Pictures excluded, please retype exactly the lines from the start of the data through the line that contains "background:#fff; color:#202124; overflow:hidden", both ends kept, and nothing beyond them.

[Stored items]

━━━━

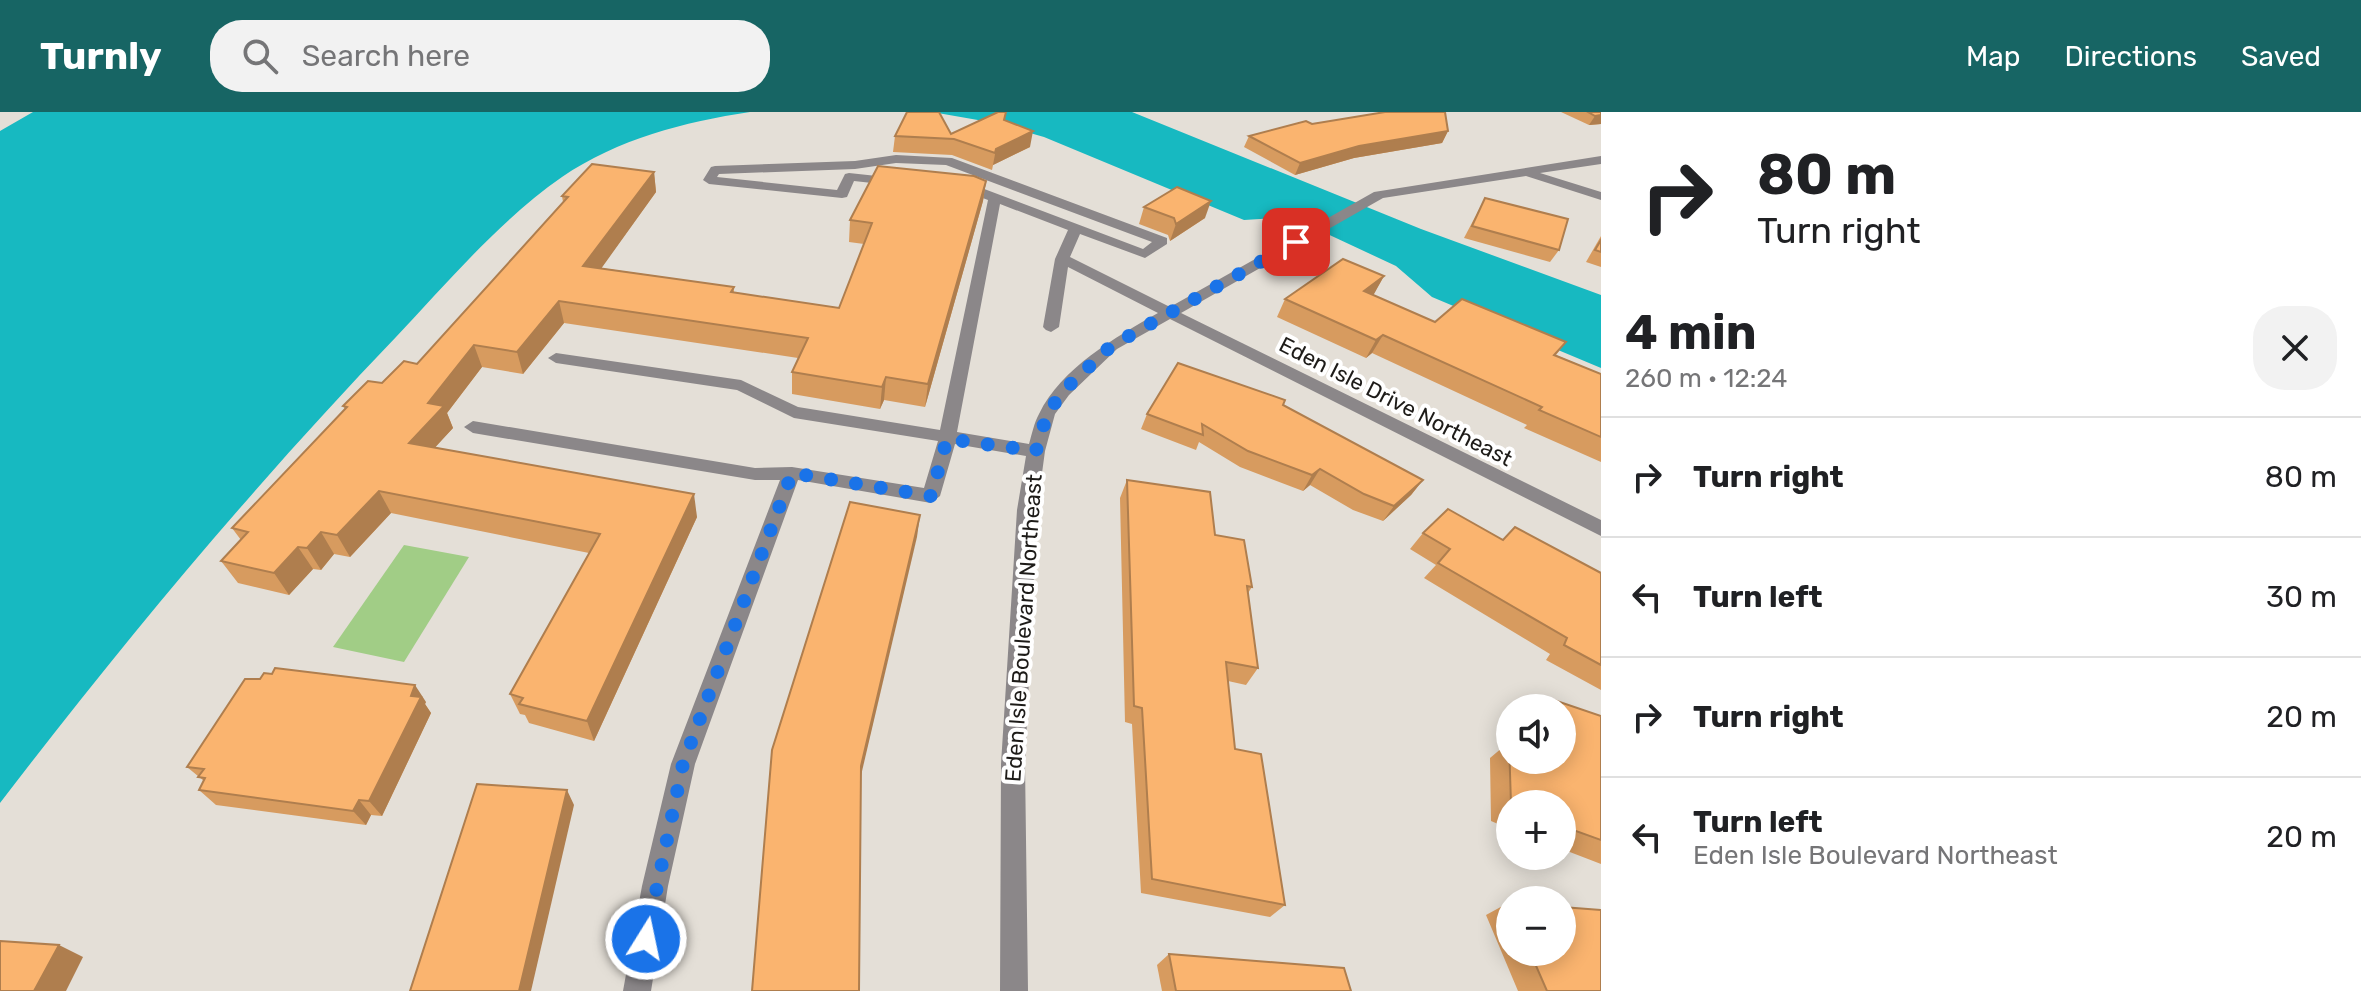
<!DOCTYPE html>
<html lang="en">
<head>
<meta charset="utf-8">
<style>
	body { margin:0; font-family:Rubik,sans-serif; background:#f2f2f2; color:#202124; height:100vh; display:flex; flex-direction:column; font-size:30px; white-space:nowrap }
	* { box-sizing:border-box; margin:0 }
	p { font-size:26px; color:#757577 }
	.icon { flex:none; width:44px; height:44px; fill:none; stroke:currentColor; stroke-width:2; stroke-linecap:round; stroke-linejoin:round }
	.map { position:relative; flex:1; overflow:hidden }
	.details { display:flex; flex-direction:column; background:#fff; width:760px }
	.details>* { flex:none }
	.banner { background:#fff; color:#202124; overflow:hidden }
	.tools { position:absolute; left:1496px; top:582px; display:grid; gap:16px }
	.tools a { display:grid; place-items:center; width:80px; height:80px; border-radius:50%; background:#fff; box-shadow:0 4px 20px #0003; font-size:40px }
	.pin { position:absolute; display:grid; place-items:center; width:68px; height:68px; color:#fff; margin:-34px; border-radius:16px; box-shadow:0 4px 12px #0006 }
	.me { position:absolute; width:88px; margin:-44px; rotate:10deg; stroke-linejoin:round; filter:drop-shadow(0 0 6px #0008) }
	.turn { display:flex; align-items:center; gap:28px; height:168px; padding:0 24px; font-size:36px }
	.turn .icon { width:104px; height:104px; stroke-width:2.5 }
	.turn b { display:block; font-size:56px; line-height:68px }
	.round { display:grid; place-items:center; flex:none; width:84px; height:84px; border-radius:32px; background:#f2f2f2 }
	.overview { display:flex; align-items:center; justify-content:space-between; height:136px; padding:0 24px }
	h1 { font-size:48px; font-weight:700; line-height:60px }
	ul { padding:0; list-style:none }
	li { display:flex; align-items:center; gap:24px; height:120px; padding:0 24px; border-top:2px solid #e0e0e0 }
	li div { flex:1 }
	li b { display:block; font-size:30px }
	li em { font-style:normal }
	header { display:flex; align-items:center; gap:48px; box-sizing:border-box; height:112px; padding:0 40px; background:#176564; color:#fff }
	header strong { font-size:38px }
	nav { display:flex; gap:44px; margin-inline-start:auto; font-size:28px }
	.search { width:560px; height:72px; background:#f2f2f2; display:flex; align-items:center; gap:20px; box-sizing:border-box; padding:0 28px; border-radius:32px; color:#757577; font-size:30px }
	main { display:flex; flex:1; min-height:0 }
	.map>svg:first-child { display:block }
</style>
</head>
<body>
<header>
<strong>Turnly</strong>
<div class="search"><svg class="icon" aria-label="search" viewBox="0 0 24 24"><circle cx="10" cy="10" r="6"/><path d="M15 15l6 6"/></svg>Search here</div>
<nav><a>Map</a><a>Directions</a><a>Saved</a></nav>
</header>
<main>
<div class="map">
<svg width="1601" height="879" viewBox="0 0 1601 879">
	<rect width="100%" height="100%" fill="#e4dfd7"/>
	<!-- green -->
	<path fill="#a1cd86" d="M 404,433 L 469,445 L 404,550 L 333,535 Z"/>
	<!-- water -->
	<g fill="#17b9c1">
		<path d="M 33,0 L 750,0 C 684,10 618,27 562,65 C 500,108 448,170 396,225 C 255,372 124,529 0,691 L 0,19 Z"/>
		<path d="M 932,0 L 1132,0 L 1421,117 L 1601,183 L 1601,256 L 1432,185 L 1396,154 L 1291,105 L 1244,108 L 1044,25 L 995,11 Z"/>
	</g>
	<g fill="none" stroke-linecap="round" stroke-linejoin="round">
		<!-- minor -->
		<path fill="#8b8789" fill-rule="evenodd" d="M 896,43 L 952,46 L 1167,126 L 1167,132 L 1145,146 L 1080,122 L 1070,145 L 1170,195 L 1374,80 L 1601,44 L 1601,52 L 1540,61 L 1601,80 L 1601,88 L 1526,64 L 1383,86 L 1181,201 L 1601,408 L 1601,424 L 1170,207 L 1117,237 L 1069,283 L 1055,302 L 1045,339 L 1037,398 L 1025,652 L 1028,879 L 1000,879 L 1001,652 L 1017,398 L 1026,344 L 955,332 L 940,384 L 931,391 L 798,368 L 695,652 L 668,774 L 651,879 L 623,879 L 642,774 L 671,652 L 780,368 L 755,368 L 473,321 L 464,315 L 473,309 L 755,356 L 792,355 L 924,376 L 938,329 L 794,306 L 737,278 L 556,251 L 548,246 L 556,241 L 741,268 L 798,295 L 940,318 L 988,88 L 972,82 L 854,69 L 847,85 L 842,86 L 709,72 L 703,68 L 711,55 L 715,54 L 855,49 ZM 896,51 L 946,53 L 1152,130 L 1143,137 L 979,75 L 849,61 L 845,62 L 837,78 L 717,65 L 719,62 L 855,57 ZM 1000,92 L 1068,118 L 1055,147 L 1043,215 L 1046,218 L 1051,220 L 1059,215 L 1068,155 L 1158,201 C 1116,225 1061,256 1039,302 C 1034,311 1032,322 1029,332 L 957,320 Z"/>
	</g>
	<!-- wall -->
	<g fill="#d79b5f">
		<path d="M 1561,0 L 1601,0 L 1601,12 L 1589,13 Z"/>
		<path d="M 1005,8 L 1030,35 L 993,53 L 992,58 L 952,43 L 893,40 L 895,24 L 951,22 Z"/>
		<path d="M 1312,12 L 1448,19 L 1442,31 L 1354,46 L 1295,63 L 1244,35 L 1249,24 Z"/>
		<path d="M 654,60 L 656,80 L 601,156 L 734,175 L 734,181 L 839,196 L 864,132 L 849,130 L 850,108 L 986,69 L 983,89 L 925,295 L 884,288 L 880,297 L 792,282 L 792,260 L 798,246 L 564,211 L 523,262 L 482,255 L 447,301 L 453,316 L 435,335 L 697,405 L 594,629 L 529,611 L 525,603 L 520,602 L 510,582 L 589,441 L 391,401 L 350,445 L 334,442 L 321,458 L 313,457 L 289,483 L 238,471 L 221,449 L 241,428 L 232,416 L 345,297 L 343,294 L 417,252 L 563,90 L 562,84 Z"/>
		<path d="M 1485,86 L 1559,138 L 1550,150 L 1464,126 Z"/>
		<path d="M 1144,95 L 1205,106 L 1170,129 L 1168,123 L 1139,112 Z"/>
		<path d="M 1601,124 L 1601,155 L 1586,150 Z"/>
		<path d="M 1384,164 L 1373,183 L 1435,210 L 1566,230 L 1556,243 L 1601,262 L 1601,350 L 1524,316 L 1527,313 L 1372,241 L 1366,246 L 1277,205 L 1285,187 Z"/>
		<path d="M 1283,293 L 1423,368 L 1411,383 L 1383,409 L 1353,398 L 1310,373 L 1303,379 L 1240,355 L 1199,330 L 1196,338 L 1141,317 L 1147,302 Z"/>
		<path d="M 1127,368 L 1215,423 L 1252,475 L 1248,481 L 1258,556 L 1246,573 L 1228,569 L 1235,637 L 1285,793 L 1270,805 L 1141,781 L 1132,612 L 1125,610 L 1120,386 Z"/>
		<path d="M 1423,421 L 1503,428 L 1601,461 L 1601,578 L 1546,548 L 1550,542 L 1424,466 L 1436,453 L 1410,437 Z"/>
		<path d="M 1545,585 L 1601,604 L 1601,752 L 1562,737 L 1562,692 L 1510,692 L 1510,717 L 1491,709 L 1490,646 L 1509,630 L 1510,648 L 1562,648 L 1562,596 L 1531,596 Z"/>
		<path d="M 426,590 L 425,592 L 431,601 L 382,704 L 371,703 L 366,713 L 216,693 L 199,678 L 204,669 L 187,655 Z"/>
		<path d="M 1508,791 L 1510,791 L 1510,840 L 1562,840 L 1601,879 L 1518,879 L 1486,803 Z"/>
		<path d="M 1169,842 L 1351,879 L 1162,879 L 1157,853 Z"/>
	</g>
	<!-- shaded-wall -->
	<g fill="#af7e4e">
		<path d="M 1601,3 L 1601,12 L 1589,13 L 1595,4 Z"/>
		<path d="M 1033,19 L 1030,35 L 993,53 L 992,58 L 996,37 Z"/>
		<path d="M 1448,19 L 1442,31 L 1354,46 L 1295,63 L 1300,51 L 1359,34 Z"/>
		<path d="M 654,60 L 656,80 L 588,175 L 583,154 Z"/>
		<path d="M 986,69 L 983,89 L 925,295 L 928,272 Z"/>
		<path d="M 1211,89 L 1205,106 L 1170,129 L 1176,112 Z"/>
		<path d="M 1384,164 L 1374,182 L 1354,197 L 1364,179 Z"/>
		<path d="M 559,189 L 564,211 L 523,262 L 517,240 Z"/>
		<path d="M 1383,223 L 1372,241 L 1366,246 L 1376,228 Z"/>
		<path d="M 474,233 L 482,255 L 447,301 L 453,316 L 419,353 L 409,331 L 428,291 Z"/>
		<path d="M 886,265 L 884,288 L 880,297 L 882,275 Z"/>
		<path d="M 1320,357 L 1310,373 L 1303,379 L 1312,363 Z"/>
		<path d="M 1423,368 L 1411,383 L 1383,409 L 1394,394 Z"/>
		<path d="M 379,379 L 391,401 L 350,445 L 337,423 Z"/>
		<path d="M 694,382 L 697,405 L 594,629 L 587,609 Z"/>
		<path d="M 920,403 L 917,425 L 859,672 L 861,654 Z"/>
		<path d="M 321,420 L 334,442 L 321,458 L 307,436 Z"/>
		<path d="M 298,435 L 313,457 L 289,483 L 274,461 Z"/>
		<path d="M 415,573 L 426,590 L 425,592 L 431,601 L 382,704 L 369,689 Z"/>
		<path d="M 567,678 L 574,693 L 531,879 L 519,879 Z"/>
		<path d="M 359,688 L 371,703 L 366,713 L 353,699 Z"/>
		<path d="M 59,833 L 83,845 L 66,879 L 34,879 Z"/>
	</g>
	<!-- building -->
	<g fill="#fab46f" stroke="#af7e4e" stroke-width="2">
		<path d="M 907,0 L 939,0 L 951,22 L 998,0 L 1006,0 L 1004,8 L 1033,19 L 996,37 L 995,41 L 954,27 L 895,24 Z"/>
		<path d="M 1385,0 L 1445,0 L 1448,19 L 1359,34 L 1300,51 L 1249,24 L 1306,9 L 1312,12 Z"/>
		<path d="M 1588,0 L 1601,0 L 1601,3 L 1595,4 Z"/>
		<path d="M 592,52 L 654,60 L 583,154 L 734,175 L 731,180 L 839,196 L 872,111 L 850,108 L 878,54 L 974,64 L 986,69 L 928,272 L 886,265 L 882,275 L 792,260 L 808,226 L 559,189 L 517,240 L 474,233 L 428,291 L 444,294 L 409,331 L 694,382 L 587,609 L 519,592 L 523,586 L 510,582 L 600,422 L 379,379 L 337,423 L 321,420 L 307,436 L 298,435 L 274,461 L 221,449 L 248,420 L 232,416 L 347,295 L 343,294 L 368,269 L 382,271 L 404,249 L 417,252 L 568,85 L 562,84 Z"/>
		<path d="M 1177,75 L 1211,89 L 1176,112 L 1174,106 L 1144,95 Z"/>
		<path d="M 1485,86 L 1568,107 L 1559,138 L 1472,114 Z"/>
		<path d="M 1601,128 L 1601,140 L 1595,138 Z"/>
		<path d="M 1343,147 L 1384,164 L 1364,179 L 1435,210 L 1462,187 L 1566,230 L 1554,243 L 1601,262 L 1601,325 L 1539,298 L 1542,295 L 1383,223 L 1376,228 L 1285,187 Z"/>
		<path d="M 1178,251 L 1285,288 L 1283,293 L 1423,368 L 1394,394 L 1364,382 L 1320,357 L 1312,363 L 1248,339 L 1202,312 L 1203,323 L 1147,302 Z"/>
		<path d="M 1127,368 L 1210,380 L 1215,423 L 1244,428 L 1252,475 L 1247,474 L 1258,556 L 1226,550 L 1235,637 L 1261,642 L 1285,793 L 1152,767 L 1142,596 L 1134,594 Z"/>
		<path d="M 850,390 L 920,403 L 861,654 L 859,879 L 752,879 L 772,638 Z"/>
		<path d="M 1448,397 L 1503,428 L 1515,415 L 1601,461 L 1601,553 L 1564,533 L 1567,526 L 1438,451 L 1450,437 L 1423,421 Z"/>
		<path d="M 275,556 L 415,573 L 411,584 L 421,585 L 369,689 L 359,688 L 353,699 L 199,678 L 205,666 L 198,665 L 204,657 L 187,655 L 245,567 L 260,567 L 264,561 L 272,562 Z"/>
		<path d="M 1545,585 L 1601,604 L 1601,728 L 1562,714 L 1562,692 L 1511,692 L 1509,630 L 1510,648 L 1562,648 L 1562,596 L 1545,596 Z"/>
		<path d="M 477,672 L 567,678 L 519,879 L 410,879 Z"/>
		<path d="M 1562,795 L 1601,798 L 1601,879 L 1547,879 L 1530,840 L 1562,840 Z"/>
		<path d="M 0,829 L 59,833 L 34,879 L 0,879 Z"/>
		<path d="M 1169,842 L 1344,856 L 1351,879 L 1176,879 Z"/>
	</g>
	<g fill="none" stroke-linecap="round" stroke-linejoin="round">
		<!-- route -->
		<path stroke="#1a73e8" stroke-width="14" stroke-dasharray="0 25.2" d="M 646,827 L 683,652 L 792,361 L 931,384 L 947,327 L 1036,339 L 1047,302 L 1063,279 L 1111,234 L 1296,130"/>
	</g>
	<g text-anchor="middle" stroke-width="8" stroke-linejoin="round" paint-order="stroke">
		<!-- street labels -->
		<g font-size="22" fill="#1d1b18" stroke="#fff">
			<text transform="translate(1396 289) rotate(27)" y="8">Eden Isle Drive Northeast</text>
			<text transform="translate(1023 516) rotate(-86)" y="8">Eden Isle Boulevard Northeast</text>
		</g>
	</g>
</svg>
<div class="tools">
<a><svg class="icon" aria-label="sound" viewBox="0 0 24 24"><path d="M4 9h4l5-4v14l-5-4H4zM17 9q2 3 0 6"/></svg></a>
<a>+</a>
<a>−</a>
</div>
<div class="pin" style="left:1296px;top:130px;background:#d93025"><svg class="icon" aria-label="arrive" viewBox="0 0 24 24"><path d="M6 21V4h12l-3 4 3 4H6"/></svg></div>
<svg class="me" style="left:646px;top:827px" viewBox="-20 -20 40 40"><circle r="17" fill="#1a73e8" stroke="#fff" stroke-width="3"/><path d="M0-11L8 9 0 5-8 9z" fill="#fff"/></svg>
</div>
<section class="details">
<div class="banner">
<div class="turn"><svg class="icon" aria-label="right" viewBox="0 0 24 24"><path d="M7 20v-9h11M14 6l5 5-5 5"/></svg><div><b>80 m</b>Turn right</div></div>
</div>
<div class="overview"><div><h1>4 min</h1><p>260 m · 12:24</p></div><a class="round"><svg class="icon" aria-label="close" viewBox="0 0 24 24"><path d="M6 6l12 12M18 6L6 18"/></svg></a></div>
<ul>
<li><svg class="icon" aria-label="right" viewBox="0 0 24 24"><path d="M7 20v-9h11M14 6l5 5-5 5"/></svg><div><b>Turn right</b></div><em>80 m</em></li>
<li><svg class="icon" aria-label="left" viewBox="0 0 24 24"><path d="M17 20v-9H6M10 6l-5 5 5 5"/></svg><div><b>Turn left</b></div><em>30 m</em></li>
<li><svg class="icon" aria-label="right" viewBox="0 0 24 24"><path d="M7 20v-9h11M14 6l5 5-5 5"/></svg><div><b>Turn right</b></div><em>20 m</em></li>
<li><svg class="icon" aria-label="left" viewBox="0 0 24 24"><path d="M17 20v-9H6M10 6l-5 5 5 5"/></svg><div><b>Turn left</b><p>Eden Isle Boulevard Northeast</p></div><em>20 m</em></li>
</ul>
</section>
</main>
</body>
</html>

━━━━

:: Expected answer ::
<!DOCTYPE html>
<html lang="en">
<head>
<meta charset="utf-8">
<style>
	body { margin:0; font-family:Rubik,sans-serif; background:#f2f2f2; color:#202124; height:100vh; display:flex; flex-direction:column; font-size:30px; white-space:nowrap }
	* { box-sizing:border-box; margin:0 }
	p { font-size:26px; color:#757577 }
	.icon { flex:none; width:44px; height:44px; fill:none; stroke:currentColor; stroke-width:2; stroke-linecap:round; stroke-linejoin:round }
	.map { position:relative; flex:1; overflow:hidden }
	.details { display:flex; flex-direction:column; background:#fff; width:760px }
	.details>* { flex:none }
	.banner { background:#fff; color:#202124; overflow:hidden }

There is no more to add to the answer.